Saved data entries:
========================

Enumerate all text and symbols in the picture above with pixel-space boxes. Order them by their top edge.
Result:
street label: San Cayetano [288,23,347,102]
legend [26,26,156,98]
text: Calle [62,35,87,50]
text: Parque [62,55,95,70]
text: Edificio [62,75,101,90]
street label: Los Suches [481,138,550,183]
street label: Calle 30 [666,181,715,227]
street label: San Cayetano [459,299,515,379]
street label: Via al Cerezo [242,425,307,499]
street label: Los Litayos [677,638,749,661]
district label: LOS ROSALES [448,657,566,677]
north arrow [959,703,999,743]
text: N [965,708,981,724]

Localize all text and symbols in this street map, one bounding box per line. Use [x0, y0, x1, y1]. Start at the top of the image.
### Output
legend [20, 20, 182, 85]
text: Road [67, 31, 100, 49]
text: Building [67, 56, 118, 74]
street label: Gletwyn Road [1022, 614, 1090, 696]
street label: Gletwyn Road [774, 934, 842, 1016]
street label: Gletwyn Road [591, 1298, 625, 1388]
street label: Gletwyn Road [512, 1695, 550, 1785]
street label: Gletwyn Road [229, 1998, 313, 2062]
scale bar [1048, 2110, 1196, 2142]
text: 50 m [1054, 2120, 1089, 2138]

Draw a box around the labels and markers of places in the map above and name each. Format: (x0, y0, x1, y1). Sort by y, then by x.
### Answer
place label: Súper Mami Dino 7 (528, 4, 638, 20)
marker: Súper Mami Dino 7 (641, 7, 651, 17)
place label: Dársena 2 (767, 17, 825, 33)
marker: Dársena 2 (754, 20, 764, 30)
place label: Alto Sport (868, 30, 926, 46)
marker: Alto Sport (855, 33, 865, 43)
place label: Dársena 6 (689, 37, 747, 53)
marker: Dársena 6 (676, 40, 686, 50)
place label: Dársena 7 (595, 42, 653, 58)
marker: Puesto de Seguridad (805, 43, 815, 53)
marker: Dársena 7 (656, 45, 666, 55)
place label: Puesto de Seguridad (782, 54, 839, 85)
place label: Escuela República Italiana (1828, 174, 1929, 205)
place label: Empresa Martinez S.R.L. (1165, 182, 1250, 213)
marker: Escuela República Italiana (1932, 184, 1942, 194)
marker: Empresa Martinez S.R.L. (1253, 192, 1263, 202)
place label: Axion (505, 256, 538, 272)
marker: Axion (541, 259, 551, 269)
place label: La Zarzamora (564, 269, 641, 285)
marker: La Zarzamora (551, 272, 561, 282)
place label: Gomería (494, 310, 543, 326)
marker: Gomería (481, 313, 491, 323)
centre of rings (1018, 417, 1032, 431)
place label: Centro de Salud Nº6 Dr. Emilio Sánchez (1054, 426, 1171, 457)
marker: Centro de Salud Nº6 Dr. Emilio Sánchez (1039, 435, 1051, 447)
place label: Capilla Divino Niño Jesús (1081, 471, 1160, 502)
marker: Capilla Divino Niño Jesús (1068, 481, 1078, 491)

========================

What the task requires: The lines above that hold "symbols" are the result; show every one of them.

Output:
Enumerate all text and symbols in the picture above with pixel-space boxes. Order them by their top edge.
Localize all text and symbols in this street map, one bounding box per line. Use [x0, y0, x1, y1]. Start at the top of the image.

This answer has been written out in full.